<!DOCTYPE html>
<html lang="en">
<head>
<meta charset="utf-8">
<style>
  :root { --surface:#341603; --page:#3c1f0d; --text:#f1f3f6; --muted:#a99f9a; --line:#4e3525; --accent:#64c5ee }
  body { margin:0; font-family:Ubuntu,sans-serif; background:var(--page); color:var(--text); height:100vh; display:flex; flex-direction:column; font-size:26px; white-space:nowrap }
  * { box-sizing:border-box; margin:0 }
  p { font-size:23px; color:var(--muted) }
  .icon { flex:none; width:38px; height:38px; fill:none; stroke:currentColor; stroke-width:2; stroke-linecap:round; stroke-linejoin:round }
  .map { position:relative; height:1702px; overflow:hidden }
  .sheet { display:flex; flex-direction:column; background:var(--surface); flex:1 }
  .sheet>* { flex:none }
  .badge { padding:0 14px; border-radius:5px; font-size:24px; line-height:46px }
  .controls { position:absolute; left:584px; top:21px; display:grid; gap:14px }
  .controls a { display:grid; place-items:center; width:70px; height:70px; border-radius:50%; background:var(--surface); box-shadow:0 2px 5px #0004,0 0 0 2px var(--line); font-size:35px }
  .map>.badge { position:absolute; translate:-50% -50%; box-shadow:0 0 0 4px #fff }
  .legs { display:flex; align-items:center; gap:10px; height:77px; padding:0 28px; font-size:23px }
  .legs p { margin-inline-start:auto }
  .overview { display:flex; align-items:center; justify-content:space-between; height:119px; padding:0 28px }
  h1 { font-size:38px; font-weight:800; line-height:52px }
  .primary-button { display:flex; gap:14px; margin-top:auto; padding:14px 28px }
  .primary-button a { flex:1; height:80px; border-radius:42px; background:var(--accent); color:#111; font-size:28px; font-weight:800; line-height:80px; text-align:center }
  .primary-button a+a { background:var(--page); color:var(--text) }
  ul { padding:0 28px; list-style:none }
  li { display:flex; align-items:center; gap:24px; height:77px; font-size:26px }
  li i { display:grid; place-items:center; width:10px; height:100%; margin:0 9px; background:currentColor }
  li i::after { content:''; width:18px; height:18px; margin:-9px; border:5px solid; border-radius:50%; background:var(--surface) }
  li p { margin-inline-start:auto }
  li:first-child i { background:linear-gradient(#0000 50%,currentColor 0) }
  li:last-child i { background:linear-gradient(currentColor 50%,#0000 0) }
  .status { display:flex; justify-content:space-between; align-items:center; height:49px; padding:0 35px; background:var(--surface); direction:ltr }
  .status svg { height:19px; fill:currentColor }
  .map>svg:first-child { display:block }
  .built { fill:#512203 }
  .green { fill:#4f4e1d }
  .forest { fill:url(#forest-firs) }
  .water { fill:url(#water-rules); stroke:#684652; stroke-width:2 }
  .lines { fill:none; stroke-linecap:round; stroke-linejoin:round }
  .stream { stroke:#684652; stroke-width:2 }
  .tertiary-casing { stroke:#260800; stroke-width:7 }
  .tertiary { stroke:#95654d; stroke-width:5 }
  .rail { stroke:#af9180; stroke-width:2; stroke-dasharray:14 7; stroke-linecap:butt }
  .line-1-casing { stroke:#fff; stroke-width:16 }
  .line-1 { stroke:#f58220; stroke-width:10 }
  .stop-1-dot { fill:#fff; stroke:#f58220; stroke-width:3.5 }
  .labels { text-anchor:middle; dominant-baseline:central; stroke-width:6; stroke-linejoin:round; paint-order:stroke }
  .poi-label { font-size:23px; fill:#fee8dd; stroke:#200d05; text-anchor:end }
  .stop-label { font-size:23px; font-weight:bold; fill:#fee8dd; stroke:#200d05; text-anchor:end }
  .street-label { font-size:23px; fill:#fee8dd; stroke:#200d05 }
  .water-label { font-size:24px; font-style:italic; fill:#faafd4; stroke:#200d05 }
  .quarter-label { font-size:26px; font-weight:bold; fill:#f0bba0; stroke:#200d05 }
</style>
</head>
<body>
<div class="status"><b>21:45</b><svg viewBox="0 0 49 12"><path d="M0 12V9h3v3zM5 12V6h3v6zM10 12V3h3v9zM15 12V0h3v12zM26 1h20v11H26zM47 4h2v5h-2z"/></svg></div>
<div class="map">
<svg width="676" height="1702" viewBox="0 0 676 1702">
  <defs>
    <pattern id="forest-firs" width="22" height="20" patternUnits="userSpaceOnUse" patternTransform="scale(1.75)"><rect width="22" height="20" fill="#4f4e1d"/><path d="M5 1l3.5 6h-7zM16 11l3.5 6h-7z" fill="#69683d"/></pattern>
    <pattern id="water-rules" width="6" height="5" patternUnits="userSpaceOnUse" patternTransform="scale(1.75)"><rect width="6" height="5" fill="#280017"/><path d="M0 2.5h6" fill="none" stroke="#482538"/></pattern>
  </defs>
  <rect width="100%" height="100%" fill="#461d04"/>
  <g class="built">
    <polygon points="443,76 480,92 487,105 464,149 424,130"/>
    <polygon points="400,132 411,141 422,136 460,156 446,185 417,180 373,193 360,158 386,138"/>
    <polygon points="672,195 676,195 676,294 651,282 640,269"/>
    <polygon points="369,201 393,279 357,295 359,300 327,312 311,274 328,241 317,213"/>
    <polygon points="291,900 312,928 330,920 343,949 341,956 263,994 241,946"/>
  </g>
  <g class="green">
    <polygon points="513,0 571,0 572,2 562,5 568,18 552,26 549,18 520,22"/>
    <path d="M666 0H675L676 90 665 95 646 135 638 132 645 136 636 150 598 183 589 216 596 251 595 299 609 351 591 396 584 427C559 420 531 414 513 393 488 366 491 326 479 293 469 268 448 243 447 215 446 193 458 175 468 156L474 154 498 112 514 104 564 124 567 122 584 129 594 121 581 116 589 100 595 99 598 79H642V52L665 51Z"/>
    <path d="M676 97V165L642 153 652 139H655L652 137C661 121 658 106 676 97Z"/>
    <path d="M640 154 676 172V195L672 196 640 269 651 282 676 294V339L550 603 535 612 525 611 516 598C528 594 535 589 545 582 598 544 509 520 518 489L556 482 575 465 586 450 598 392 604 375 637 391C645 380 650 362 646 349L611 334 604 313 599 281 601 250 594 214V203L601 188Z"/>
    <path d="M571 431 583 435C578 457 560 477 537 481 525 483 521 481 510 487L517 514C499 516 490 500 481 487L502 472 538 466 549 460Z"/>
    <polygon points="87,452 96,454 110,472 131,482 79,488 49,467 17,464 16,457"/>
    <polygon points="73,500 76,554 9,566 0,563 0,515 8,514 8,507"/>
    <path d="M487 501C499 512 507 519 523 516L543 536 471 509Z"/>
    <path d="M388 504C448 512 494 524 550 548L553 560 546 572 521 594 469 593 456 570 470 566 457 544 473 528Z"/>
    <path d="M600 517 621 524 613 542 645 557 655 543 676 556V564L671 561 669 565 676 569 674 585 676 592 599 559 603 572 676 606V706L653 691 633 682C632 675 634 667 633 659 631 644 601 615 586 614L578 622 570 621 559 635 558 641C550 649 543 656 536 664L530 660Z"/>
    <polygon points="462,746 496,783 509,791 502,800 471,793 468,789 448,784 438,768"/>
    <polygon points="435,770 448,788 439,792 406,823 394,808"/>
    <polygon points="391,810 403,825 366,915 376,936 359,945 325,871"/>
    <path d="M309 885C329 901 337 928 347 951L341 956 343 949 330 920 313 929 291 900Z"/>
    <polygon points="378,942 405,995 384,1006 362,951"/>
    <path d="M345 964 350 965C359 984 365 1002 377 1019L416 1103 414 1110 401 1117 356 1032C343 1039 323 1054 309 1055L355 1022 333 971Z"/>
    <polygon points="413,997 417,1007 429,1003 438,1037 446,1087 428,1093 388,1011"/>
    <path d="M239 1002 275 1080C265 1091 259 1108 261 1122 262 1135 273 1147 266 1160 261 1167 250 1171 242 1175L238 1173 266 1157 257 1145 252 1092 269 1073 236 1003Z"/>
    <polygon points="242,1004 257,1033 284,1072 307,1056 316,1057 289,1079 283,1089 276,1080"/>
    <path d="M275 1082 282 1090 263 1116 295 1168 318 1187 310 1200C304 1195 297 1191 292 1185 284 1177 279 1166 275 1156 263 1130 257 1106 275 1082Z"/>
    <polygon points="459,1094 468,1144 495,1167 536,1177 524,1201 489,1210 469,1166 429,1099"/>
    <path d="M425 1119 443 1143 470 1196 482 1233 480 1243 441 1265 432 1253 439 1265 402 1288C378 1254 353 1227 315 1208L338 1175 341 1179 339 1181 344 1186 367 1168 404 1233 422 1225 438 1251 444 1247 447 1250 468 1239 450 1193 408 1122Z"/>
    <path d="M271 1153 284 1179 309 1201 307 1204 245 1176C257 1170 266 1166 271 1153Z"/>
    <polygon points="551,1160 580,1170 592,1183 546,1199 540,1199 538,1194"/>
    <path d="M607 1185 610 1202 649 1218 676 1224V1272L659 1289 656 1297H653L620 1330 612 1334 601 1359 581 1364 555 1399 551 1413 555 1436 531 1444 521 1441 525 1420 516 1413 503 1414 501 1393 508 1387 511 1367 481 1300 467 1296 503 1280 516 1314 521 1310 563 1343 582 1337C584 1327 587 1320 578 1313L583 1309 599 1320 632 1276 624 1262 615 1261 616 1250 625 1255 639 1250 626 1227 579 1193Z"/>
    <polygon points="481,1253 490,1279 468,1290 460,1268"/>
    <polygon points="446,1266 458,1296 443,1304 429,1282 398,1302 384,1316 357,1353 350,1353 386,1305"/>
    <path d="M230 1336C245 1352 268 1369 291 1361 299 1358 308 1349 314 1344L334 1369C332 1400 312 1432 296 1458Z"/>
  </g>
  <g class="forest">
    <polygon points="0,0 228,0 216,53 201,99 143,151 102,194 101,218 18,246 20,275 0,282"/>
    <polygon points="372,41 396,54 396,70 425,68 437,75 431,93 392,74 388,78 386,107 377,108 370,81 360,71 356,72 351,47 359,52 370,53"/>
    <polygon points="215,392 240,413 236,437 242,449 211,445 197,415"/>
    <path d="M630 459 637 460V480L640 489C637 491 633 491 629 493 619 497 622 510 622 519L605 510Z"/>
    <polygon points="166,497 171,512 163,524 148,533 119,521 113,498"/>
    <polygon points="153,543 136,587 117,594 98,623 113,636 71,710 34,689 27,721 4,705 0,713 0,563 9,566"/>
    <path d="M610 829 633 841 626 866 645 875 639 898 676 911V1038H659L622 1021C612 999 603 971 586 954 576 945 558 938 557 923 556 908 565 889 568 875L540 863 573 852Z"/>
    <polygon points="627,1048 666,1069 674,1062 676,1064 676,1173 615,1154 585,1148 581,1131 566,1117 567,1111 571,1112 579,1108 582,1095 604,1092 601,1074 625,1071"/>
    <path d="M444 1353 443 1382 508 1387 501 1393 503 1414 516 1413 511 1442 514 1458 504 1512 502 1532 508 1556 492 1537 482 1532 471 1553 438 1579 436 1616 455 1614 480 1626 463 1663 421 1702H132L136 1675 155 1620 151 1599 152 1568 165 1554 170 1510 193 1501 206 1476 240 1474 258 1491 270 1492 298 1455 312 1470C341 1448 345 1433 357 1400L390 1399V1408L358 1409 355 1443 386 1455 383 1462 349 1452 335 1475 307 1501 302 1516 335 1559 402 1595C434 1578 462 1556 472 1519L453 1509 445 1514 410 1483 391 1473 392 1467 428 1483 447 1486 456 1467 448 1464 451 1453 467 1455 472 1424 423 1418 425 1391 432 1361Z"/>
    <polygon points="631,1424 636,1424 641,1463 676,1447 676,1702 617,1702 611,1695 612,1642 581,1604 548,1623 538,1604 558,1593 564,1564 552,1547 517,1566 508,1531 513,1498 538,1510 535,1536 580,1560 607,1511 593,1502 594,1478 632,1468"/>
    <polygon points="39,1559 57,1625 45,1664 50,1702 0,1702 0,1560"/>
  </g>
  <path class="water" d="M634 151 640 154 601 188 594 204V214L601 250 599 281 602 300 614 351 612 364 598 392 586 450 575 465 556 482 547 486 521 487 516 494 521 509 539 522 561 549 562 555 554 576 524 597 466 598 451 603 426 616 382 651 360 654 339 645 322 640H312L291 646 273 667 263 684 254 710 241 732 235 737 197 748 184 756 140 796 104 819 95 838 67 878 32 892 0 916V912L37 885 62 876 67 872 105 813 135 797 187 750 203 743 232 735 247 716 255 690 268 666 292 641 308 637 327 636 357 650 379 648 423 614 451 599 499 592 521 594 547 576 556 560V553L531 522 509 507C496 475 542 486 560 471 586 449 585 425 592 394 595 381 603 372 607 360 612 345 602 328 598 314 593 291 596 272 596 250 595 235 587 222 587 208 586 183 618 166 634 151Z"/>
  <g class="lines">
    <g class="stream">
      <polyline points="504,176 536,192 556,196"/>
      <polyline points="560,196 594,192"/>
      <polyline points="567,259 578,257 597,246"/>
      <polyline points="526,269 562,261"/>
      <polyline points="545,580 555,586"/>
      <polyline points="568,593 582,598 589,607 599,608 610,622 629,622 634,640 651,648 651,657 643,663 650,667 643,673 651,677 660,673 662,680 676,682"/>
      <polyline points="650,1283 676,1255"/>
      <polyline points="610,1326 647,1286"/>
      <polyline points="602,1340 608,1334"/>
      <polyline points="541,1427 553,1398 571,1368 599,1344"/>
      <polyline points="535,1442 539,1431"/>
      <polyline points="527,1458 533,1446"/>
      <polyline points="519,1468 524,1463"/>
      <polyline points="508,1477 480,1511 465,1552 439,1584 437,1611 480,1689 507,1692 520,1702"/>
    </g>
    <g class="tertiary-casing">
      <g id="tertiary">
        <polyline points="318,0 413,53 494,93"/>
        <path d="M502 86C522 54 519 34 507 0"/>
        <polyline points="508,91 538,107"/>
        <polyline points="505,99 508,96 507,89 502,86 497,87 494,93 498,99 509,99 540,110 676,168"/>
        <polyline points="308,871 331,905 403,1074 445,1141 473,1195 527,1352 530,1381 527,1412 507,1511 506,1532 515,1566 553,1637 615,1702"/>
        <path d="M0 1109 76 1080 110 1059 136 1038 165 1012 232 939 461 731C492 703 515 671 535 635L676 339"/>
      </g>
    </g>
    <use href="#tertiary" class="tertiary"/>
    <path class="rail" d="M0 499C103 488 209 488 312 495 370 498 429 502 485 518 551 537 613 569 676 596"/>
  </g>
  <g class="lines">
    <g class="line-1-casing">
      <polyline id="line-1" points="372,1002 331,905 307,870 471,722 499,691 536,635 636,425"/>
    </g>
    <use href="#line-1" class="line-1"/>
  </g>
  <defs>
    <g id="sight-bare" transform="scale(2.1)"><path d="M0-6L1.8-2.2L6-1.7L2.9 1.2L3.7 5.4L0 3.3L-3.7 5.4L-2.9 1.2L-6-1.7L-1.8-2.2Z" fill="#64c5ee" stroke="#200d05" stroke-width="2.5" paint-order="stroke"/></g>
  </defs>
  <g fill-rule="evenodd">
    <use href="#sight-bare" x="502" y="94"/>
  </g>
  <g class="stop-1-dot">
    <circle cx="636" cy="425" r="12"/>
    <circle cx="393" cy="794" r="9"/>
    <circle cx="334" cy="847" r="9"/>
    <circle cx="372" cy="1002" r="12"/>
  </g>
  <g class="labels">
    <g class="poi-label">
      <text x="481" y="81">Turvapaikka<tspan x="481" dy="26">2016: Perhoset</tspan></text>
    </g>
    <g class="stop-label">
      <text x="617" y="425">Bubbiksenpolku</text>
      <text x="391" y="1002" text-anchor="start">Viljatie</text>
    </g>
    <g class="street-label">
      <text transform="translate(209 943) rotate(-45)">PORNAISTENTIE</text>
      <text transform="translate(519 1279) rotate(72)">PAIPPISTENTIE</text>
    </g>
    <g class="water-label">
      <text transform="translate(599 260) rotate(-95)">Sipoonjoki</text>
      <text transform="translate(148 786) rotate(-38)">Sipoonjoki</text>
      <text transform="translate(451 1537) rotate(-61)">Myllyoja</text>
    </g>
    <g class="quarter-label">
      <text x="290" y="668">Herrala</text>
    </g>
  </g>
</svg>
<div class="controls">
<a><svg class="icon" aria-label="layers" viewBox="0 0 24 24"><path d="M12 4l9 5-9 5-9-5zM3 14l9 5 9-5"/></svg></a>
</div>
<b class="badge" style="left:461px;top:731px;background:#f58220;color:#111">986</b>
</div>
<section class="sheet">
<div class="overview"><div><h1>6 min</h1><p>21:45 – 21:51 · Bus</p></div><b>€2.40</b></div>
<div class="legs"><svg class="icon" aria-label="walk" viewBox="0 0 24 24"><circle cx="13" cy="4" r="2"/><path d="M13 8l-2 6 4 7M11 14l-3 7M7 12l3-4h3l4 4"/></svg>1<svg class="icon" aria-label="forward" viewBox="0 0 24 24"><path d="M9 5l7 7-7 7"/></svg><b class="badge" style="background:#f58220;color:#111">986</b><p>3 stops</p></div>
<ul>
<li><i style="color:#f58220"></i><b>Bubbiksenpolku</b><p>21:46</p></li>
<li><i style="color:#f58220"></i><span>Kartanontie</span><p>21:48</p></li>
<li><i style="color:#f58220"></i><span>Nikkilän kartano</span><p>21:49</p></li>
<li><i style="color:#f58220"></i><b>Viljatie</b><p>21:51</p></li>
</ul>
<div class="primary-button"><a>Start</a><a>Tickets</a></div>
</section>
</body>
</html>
....
## [TASK STATEMENT]
Go to the line with "margin:0; font-family:Ubuntu,sans-serif; background:var(--page);" in the entries above and repeat every line from there through the line with "display:grid; place-items:center; width:70px;", exactly and with no other text.

## [ANSWER SECTION]
  body { margin:0; font-family:Ubuntu,sans-serif; background:var(--page); color:var(--text); height:100vh; display:flex; flex-direction:column; font-size:26px; white-space:nowrap }
  * { box-sizing:border-box; margin:0 }
  p { font-size:23px; color:var(--muted) }
  .icon { flex:none; width:38px; height:38px; fill:none; stroke:currentColor; stroke-width:2; stroke-linecap:round; stroke-linejoin:round }
  .map { position:relative; height:1702px; overflow:hidden }
  .sheet { display:flex; flex-direction:column; background:var(--surface); flex:1 }
  .sheet>* { flex:none }
  .badge { padding:0 14px; border-radius:5px; font-size:24px; line-height:46px }
  .controls { position:absolute; left:584px; top:21px; display:grid; gap:14px }
  .controls a { display:grid; place-items:center; width:70px; height:70px; border-radius:50%; background:var(--surface); box-shadow:0 2px 5px #0004,0 0 0 2px var(--line); font-size:35px }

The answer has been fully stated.